8. Category-deep merchandising blocks
A "for your routine" or "next in your shelf" block on the app home screen, dynamically populated based on the buyer's past purchases, lifts product discovery beyond the hero. Beauty catalogs are big and overlapping; a buyer who bought a vitamin C serum is a candidate for the matching moisturizer, the lip balm, the under-eye cream.
The merchandising logic does not need to be sophisticated. Co-purchase rate is usually enough. The category-deep block runs better than a generic "new arrivals" block by 2–3x on click-through in our data.
9. Unboxing-moment app prompt
A small card or sticker in the box, pointing to the app for "your skincare routine, on autopilot." This is more an install tactic than a repeat-purchase tactic, but it earns its place here because the install is what enables every other tactic on this list. Without the app on the buyer's phone, the replenishment push, the one-tap reorder, and the loyalty mechanic do not run.

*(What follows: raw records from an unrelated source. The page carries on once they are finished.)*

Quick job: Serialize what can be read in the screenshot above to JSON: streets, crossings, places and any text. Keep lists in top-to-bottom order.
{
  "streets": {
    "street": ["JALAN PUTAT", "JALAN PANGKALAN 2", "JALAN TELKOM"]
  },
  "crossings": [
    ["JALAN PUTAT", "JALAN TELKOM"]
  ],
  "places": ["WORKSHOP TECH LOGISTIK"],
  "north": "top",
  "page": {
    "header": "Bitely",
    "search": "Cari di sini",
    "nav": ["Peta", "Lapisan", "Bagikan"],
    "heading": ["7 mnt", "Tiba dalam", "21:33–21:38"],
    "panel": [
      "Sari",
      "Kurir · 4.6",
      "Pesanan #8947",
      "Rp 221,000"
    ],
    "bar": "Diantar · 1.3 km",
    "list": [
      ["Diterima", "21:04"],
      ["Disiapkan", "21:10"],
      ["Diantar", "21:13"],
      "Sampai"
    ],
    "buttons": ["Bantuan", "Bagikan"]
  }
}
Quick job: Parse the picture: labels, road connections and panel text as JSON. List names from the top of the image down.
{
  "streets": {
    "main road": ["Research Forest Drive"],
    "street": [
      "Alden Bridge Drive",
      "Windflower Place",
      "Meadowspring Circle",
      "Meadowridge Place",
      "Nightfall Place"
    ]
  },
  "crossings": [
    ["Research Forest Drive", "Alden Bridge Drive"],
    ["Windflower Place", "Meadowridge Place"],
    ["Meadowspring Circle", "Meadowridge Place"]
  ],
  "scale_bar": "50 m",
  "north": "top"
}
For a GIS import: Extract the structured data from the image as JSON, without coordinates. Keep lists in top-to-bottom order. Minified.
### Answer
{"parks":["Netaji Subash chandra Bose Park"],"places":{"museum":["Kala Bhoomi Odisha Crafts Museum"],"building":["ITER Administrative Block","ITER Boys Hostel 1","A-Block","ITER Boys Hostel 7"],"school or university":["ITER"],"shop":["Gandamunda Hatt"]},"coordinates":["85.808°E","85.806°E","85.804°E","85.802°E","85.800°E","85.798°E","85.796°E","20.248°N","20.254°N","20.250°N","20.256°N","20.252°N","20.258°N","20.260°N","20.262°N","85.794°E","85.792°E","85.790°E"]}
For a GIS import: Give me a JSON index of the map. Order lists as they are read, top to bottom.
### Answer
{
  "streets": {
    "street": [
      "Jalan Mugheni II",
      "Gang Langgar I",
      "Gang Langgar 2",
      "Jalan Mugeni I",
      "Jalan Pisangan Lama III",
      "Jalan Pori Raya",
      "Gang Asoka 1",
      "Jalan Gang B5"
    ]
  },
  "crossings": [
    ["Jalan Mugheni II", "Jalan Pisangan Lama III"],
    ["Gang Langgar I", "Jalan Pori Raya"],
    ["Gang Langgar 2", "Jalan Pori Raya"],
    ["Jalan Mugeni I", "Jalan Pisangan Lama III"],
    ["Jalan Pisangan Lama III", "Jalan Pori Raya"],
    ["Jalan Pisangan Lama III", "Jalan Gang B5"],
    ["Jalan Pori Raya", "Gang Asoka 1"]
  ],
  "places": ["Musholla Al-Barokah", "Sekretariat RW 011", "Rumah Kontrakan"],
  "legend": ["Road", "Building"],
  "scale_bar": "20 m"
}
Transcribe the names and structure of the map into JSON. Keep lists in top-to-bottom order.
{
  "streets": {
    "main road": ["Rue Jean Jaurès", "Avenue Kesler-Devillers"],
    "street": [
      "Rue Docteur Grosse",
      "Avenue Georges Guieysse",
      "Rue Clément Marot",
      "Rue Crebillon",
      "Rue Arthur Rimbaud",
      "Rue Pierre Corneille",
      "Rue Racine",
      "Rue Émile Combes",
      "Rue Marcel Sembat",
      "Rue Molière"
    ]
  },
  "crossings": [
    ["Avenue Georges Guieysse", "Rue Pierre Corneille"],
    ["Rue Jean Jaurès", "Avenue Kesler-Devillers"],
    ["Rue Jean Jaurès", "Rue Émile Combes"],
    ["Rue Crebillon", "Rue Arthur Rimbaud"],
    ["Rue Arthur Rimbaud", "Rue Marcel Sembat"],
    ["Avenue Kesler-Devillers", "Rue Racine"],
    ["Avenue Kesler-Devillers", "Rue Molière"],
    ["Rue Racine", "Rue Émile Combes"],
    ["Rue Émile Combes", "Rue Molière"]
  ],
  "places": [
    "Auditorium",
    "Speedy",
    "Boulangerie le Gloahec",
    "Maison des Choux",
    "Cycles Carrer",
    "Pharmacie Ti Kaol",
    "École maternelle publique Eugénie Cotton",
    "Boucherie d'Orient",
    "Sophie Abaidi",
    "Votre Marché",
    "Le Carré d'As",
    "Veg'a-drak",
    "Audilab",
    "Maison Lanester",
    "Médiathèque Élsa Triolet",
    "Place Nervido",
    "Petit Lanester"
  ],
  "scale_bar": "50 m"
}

Beauty brands tend to overlook the unboxing channel because their packaging is already considered design. A small QR card with a brief value proposition does not undermine the unboxing; it strengthens it. The buyer who installs the app at the unboxing moment is the buyer who reorders six weeks later.
Stack five of these nine tactics and your second-purchase rate lifts noticeably within 60 days. Stack all nine and the curve bends in the way the LTV models hope for. The compounding effect is what makes the math work; no single tactic is dramatic on its own.